Hypertension represents a major risk factor for several heart diseases and an important contributor to HFpEF [4], showing a prevalence of 55–86 % in HFpEF patients [4]. Thus, not surprisingly, many models of HFpEF have hitherto involved studies of increased afterload and LV concentric hypertrophy (i.e. transverse-aortic constriction or systemic arterial hypertension) [4].

The Dahl salt-sensitive (SS) rat was selectively bred from Sprague-Dawley presenting the highest values of blood pressure.
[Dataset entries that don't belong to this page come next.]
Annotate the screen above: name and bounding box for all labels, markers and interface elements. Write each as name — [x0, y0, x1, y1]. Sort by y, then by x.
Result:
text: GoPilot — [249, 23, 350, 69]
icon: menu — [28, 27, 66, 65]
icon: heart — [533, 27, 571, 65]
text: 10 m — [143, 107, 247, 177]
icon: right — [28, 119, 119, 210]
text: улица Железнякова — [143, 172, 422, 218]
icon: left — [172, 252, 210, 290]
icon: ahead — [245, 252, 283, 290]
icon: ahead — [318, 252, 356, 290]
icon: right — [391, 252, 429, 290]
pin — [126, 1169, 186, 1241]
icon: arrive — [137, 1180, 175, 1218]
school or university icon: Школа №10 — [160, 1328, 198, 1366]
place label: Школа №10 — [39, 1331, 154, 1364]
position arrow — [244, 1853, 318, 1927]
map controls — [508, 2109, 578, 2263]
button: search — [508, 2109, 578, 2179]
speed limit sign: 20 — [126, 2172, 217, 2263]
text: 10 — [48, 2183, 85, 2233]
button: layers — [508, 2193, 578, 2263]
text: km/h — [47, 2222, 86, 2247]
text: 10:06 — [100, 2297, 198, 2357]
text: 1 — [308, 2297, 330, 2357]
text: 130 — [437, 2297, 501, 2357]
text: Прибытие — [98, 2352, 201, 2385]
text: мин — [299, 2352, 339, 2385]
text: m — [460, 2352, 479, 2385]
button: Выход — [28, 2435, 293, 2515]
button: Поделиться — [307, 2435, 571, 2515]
Dahl/SS is characterised by hypersensitivity to sodium intake and represents the most published HFpEF animal model [6]. When fed with a high-salt diet (8 % NaCl) from the age of 7 weeks, Dahl/SS rats develop renal failure, fast-developing hypertension (> 175 mmHg) and LV hypertrophy, falling into HFpEF between 12 and 19 weeks of age [6]. At week 12, Dahl/SS rats develop diastolic dysfunction such as increased chamber stiffness (left and upward shift of end-diastolic pressure-volume relationship (EDPVR) and decrease of end-diastolic volume). Between 16 and 20 weeks, Dahl/SS hearts enlarge so that end-diastolic volumes and EDPVRs become similar to the respective age-matched controls. Concomitantly, overall pump function curves move towards control, and ejection fraction declines, thus, progressing towards HFrEF. Despite normal or enhanced overall pump function at a certain time-point, LV end-diastolic pressure (LVEDP) and wet lung weight increases, indicating the development of heart failure. Caution should be taken as some authors report HFrEF rather than HFpEF in Dahl/SS. It appears that subtle differences in the experimental design, such as the specific genetic background of the animals as well as environmental conditions, including diet, may importantly impact the cardiovascular phenotype of Dahl/SS.
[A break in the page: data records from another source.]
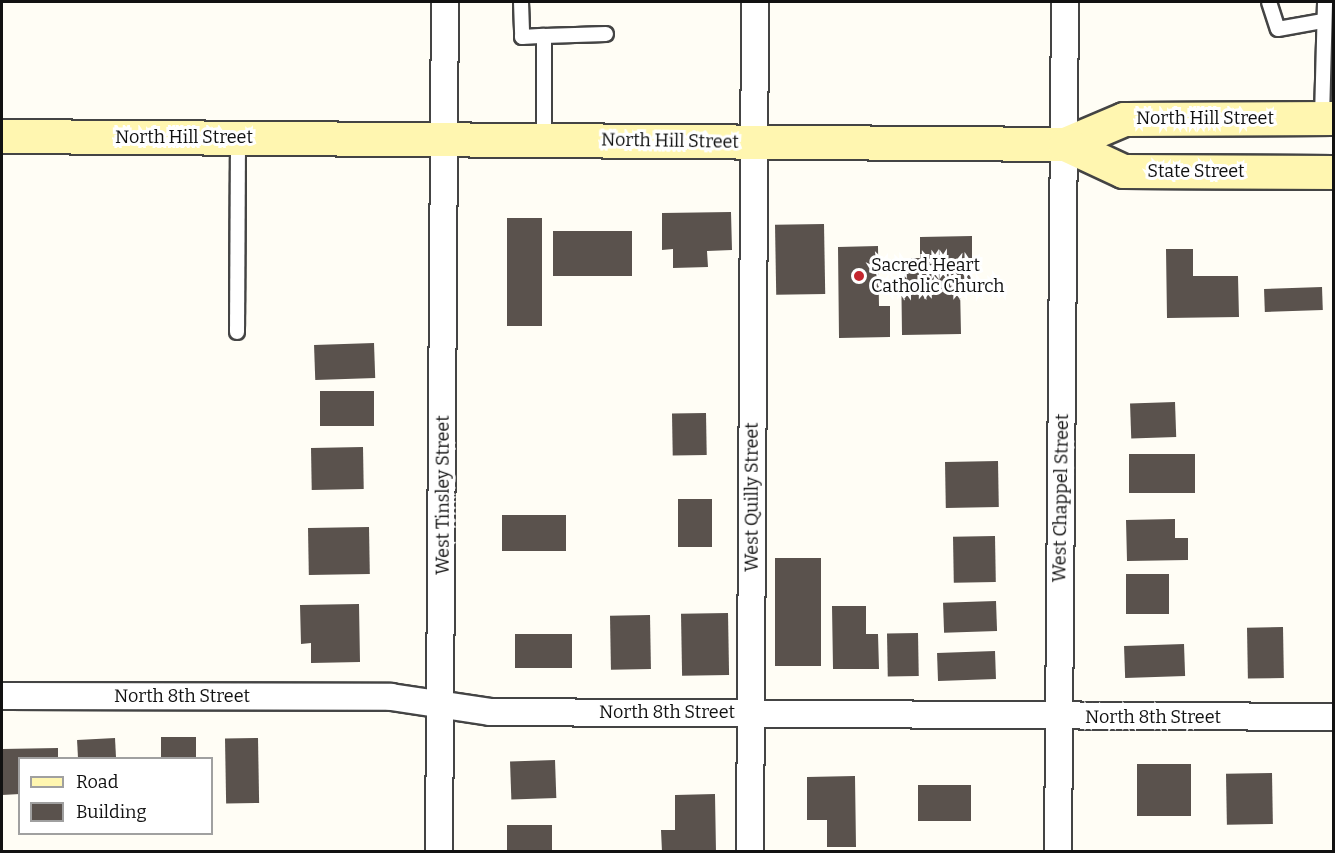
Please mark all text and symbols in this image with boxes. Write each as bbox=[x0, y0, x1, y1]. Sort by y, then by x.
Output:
street label: North Hill Street bbox=[1136, 107, 1274, 129]
street label: North Hill Street bbox=[115, 126, 253, 148]
street label: North Hill Street bbox=[601, 129, 739, 153]
street label: State Street bbox=[1147, 160, 1245, 182]
place label: Sacred Heart Catholic Church bbox=[871, 255, 1004, 298]
marker: Sacred Heart Catholic Church bbox=[852, 269, 866, 283]
street label: West Chappel Street bbox=[1049, 413, 1073, 583]
street label: West Tinsley Street bbox=[432, 415, 454, 575]
street label: West Quilly Street bbox=[741, 422, 763, 572]
street label: North 8th Street bbox=[114, 685, 250, 707]
street label: North 8th Street bbox=[599, 701, 735, 723]
street label: North 8th Street bbox=[1085, 706, 1221, 728]
legend bbox=[18, 757, 213, 835]
text: Road bbox=[76, 771, 118, 793]
text: Building bbox=[76, 801, 147, 823]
The deoxycorticosterone acetate (DOCA) salt-induced rat model represents a pharmacologically induced model of hypertension. DOCA is administered by intraperitoneal or subcutaneous injection at 7 weeks of age, 1 week after a unilateral nephrectomy. This combination results in hypertension, renal hypertrophy, nephrosclerosis, cardiac hypertrophy and perivascular fibrosis within 4–5 weeks of chronic DOCA treatment [7]. It is used in rats and mice, and isotonic saline is the sole drinking fluid, which accelerates and aggravates hypertension progression [8]. The DOCA-salt hypertensive rat develops myocardial inflammation, oxidative stress, fibrosis and diastolic dysfunction. Diastolic dysfunction was confirmed by impaired relaxation (higher E/E’ and time constant of isovolumetric relaxation - τ) and increased stiffness (elevated EDPVR slope) compared to control subjects [8] and this seems to be related with the impact of oxidative stress on myofilamentary proteins [8]. Subsequently, a related model was developed, consisting of exposure to 2 weeks of transverse-aortic constriction prior to DOCA administration, demonstrating normal LV systolic pressure and fractional shortening but more hypertrophy, fibrosis and diastolic dysfunction (higher LVEDP and EDPVR) with increased lung weight, consistent with HFpEF [9].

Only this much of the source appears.